[Start of section]

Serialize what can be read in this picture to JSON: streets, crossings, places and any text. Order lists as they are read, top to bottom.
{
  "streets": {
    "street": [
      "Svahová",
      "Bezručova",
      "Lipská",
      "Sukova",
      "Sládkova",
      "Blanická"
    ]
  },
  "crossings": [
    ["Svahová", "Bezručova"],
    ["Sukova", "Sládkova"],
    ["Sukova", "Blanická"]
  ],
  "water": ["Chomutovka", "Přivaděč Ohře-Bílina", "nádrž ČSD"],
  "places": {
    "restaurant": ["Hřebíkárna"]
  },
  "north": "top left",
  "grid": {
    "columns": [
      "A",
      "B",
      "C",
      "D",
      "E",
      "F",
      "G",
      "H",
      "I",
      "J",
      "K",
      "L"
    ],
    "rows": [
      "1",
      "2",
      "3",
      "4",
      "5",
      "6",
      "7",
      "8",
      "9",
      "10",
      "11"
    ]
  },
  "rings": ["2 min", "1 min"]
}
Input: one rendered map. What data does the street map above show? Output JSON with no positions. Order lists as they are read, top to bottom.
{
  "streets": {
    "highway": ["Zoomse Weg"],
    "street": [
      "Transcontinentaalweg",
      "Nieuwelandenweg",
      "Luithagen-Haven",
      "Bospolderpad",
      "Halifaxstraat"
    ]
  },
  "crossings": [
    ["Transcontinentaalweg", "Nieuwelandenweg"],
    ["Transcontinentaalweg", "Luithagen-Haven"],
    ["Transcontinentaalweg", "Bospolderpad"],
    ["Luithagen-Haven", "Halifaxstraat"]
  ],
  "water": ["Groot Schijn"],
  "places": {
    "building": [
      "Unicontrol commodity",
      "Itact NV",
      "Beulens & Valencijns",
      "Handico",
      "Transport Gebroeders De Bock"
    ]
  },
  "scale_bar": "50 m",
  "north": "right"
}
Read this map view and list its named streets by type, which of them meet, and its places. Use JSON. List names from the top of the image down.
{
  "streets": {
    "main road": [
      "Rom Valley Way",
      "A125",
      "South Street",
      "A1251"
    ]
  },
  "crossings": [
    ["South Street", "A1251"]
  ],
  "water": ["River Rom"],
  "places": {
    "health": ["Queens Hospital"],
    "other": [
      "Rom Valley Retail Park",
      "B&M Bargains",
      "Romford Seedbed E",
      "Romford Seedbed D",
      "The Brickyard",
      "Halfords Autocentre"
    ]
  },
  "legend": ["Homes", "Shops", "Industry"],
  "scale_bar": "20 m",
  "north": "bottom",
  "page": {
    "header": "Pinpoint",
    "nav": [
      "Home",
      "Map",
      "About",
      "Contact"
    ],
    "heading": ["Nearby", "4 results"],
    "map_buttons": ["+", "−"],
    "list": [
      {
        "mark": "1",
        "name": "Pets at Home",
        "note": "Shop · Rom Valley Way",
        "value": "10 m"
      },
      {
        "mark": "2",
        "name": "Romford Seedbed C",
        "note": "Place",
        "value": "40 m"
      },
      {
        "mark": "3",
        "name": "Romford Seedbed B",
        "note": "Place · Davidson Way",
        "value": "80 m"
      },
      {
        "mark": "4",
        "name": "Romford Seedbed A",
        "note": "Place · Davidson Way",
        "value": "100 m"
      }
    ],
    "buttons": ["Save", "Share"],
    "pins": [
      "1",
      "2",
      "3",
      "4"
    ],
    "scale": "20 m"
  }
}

[End of section]

*Exercise*
Looking over the records, find each line with the word "Transcontinentaalweg" and copy it.

*Output below*
      "Transcontinentaalweg",
    ["Transcontinentaalweg", "Nieuwelandenweg"],
    ["Transcontinentaalweg", "Luithagen-Haven"],
    ["Transcontinentaalweg", "Bospolderpad"],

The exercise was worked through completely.